Dit antwoord geldt voor de verrekening van buitenlandse bronbelasting ter zake van zowel reguliere als innovatieboxroyalty’s.

Beschouwing

Nederland begrijpt de buitenlandse winstbestanddelen volledig in het belastbare bedrag. Vervolgens wordt de over het betreffende jaar te betalen vennootschapsbelasting verminderd met de in het buitenland betaalde belasting (eerste limiet) of, als dat bedrag lager is, met de vennootschapsbelasting die over de netto buitenlandse winstbestanddelen is verschuldigd (tweede limiet).

Doel van de limieten is dat Nederland niet méér buitenlandse belasting verrekent dan in het buitenland daadwerkelijk is geheven (eerste limiet), maar ook niet meer dan het bedrag dat aan Nederlandse vennootschapsbelasting over de netto buitenlandse winstbestanddelen is verschuldigd (tweede limiet).

De buitenlandse winstbestanddelen worden netto bepaald. Dit betekent dat de kosten die verband houden met de buitenlandse inkomsten eerst daarop in mindering komen alvorens de daarover verschuldigde Nederlandse vennootschapsbelasting wordt berekend.

Artikel 36, vierde lid, van het Besluit voorkoming dubbele belasting 2001 (hierna: Bvdb) inzake reguliere dividenden, interest en royalty’s luidt als volgt:

“(…) worden dividenden, royalty’s en interest verminderd met de daarmee verband houdende kosten.”

Voor innovatieboxroyalty’s is de netto-methode in art. 36a, derde lid, Bvdb op dezelfde manier gedefinieerd:

“(…) worden royalty’s verminderd met de daarmee verband houdende kosten.”.

Zowel in het geval van reguliere royalty’s als van innovatieboxroyalty’s gaat het om “alle” daarmee verband houdende kosten.
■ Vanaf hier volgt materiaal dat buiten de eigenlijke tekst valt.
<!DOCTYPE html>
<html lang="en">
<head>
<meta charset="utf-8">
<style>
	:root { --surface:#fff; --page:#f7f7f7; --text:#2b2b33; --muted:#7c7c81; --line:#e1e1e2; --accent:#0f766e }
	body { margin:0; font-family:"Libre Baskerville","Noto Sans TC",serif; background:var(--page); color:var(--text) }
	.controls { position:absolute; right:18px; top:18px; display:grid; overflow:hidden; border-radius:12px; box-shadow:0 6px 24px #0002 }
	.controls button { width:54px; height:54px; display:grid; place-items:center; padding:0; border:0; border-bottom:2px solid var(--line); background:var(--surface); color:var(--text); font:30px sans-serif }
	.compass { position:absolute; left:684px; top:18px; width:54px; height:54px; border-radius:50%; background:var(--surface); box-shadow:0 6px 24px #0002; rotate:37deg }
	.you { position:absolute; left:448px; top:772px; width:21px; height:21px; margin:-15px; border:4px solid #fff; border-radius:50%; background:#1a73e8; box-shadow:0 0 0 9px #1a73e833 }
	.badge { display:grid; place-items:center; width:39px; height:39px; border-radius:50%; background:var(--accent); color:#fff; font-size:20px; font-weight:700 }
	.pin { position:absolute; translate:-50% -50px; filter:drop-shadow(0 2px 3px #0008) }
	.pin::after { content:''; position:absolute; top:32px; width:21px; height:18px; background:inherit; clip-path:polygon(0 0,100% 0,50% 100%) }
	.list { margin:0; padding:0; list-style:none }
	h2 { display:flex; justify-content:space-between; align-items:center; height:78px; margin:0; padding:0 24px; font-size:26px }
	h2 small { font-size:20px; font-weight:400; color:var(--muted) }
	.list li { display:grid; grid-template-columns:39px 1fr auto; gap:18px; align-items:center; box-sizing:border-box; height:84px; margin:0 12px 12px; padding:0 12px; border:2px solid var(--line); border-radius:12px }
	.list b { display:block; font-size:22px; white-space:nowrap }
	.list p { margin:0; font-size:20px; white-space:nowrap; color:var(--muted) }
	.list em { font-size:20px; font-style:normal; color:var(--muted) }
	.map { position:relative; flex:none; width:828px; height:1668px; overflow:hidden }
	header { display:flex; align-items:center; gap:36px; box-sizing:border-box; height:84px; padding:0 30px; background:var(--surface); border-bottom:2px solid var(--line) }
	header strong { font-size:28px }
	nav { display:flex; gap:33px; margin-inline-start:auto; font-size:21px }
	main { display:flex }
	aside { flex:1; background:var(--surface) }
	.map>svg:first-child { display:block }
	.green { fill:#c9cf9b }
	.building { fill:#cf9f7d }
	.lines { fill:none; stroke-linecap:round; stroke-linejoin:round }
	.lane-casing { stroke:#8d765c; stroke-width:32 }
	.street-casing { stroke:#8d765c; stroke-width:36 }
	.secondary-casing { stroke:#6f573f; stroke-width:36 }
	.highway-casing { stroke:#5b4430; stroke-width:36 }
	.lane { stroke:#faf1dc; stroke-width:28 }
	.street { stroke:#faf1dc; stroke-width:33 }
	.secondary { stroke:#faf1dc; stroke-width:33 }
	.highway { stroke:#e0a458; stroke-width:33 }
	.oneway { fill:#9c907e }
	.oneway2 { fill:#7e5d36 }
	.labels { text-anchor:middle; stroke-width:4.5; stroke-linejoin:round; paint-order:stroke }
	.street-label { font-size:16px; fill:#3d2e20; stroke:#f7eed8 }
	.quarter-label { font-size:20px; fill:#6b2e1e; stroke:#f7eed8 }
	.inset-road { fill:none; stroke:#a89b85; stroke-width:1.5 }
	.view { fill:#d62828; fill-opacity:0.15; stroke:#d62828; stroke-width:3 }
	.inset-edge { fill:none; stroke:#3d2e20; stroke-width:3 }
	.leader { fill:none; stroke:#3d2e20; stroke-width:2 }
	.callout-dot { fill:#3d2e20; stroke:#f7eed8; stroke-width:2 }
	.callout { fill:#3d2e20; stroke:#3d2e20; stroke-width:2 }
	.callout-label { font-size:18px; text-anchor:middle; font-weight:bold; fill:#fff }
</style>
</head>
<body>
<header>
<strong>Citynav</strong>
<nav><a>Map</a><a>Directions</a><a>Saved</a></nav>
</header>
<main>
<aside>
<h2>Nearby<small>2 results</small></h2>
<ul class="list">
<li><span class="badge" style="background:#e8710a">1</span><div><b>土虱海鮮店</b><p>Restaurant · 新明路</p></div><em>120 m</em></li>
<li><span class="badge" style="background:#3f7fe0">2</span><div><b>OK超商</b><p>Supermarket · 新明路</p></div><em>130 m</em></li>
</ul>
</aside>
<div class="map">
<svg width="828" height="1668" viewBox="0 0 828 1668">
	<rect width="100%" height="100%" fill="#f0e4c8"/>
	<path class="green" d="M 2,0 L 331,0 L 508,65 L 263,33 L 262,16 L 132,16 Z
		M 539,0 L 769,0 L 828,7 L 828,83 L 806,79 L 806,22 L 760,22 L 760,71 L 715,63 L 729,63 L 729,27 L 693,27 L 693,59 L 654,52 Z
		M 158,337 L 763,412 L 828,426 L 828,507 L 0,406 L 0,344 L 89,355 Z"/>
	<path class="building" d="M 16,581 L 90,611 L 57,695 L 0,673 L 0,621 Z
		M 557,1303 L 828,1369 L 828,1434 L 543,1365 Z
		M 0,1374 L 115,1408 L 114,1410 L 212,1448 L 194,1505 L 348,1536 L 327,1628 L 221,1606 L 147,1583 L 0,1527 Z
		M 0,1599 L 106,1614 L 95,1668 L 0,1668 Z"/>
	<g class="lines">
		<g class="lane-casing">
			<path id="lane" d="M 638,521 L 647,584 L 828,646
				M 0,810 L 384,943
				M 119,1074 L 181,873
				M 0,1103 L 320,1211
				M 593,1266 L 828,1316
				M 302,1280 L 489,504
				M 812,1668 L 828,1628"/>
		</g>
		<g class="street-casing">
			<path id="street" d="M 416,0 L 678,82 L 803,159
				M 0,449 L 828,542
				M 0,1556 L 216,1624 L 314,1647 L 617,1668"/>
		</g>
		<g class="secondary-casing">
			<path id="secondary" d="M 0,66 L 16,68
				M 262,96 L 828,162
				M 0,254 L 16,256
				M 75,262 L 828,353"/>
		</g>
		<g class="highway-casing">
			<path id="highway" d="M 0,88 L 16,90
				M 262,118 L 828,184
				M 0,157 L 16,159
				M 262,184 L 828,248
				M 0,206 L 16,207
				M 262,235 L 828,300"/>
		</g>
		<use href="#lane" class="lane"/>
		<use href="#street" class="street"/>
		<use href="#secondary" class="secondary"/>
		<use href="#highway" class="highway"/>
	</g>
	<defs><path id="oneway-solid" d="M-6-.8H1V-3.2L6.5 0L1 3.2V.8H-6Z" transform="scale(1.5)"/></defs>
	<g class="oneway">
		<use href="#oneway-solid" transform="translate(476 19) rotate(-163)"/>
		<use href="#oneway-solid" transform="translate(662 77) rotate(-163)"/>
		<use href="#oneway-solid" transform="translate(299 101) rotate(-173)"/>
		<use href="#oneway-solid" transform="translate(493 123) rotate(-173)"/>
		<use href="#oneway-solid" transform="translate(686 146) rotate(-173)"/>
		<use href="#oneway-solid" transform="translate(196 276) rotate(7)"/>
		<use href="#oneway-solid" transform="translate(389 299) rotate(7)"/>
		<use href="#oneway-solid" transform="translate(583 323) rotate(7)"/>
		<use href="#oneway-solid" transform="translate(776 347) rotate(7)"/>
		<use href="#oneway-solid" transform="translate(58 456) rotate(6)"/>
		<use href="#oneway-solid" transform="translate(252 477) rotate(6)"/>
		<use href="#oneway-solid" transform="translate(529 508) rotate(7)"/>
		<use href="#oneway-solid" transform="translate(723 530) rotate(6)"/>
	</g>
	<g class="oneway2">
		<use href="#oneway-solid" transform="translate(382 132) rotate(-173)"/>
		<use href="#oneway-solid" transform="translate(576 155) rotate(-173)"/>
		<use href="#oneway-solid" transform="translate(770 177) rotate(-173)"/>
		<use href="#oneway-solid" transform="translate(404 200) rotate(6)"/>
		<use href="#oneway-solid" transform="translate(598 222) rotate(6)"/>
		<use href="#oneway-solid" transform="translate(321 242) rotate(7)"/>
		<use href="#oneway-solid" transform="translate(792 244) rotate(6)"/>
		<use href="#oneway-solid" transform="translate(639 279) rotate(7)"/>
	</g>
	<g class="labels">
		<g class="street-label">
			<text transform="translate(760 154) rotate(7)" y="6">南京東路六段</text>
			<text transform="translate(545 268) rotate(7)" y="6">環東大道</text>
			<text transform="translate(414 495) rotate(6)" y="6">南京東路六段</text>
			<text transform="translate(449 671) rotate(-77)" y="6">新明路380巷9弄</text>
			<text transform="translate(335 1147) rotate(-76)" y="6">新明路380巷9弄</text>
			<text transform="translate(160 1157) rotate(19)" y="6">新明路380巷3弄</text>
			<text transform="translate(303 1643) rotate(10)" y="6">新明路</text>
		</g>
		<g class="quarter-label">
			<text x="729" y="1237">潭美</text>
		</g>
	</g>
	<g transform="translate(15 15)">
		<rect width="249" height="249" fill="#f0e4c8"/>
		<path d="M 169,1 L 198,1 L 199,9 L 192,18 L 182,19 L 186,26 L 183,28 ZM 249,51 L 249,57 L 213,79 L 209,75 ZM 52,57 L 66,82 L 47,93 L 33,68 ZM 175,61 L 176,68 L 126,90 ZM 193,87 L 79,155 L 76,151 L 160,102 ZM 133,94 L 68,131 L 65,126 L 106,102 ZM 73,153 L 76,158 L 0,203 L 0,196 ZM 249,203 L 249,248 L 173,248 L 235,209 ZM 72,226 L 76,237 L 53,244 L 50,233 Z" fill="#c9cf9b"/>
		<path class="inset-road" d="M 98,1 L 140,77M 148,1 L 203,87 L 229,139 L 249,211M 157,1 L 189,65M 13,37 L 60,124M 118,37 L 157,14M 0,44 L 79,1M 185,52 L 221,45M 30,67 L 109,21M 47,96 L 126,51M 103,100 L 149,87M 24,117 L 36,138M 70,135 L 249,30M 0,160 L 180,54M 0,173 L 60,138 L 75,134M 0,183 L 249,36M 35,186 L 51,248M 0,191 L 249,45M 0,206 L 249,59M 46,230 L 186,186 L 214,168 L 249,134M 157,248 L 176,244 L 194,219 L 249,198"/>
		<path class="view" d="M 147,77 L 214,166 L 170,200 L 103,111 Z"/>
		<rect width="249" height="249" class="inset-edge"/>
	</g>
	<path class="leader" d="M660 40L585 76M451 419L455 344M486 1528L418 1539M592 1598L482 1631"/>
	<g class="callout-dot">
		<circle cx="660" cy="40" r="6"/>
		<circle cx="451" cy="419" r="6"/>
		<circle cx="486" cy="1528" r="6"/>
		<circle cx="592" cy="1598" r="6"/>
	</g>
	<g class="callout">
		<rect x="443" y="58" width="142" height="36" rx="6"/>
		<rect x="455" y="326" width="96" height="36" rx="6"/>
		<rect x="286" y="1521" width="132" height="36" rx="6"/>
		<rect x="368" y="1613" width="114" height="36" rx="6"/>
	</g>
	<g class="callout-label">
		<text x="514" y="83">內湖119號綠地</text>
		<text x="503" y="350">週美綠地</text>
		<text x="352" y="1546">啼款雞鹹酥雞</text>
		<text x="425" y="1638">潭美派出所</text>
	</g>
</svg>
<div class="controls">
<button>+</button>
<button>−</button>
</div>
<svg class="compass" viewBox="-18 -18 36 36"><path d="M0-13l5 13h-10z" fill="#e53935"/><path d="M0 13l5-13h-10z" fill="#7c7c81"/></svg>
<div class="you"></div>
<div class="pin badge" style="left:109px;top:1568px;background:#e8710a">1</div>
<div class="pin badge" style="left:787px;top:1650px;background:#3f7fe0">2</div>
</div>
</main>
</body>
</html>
Een vervolgvraag is of met alle daarmee verband houdende kosten ook de kosten van eerdere of latere jaren zijn bedoeld. Is matching over de jaargrens mogelijk indien kosten en inkomsten in verschillende jaren opkomen? Matching over de jaargrenzen zou aan de orde kunnen zijn als goedkoopmansgebruik verplicht tot het activeren en afschrijven van de kosten. Dit kan aan de orde zijn bij voortbrengingskosten van een immaterieel actief. Art. 3.30, derde lid, Wet IB doorbreekt hier echter het principe van goed koopmansgebruik. Deze bepaling luidt:

“De voortbrengingskosten van immateriële activa kunnen in het kalenderjaar van voortbrenging ineens worden afgeschreven”.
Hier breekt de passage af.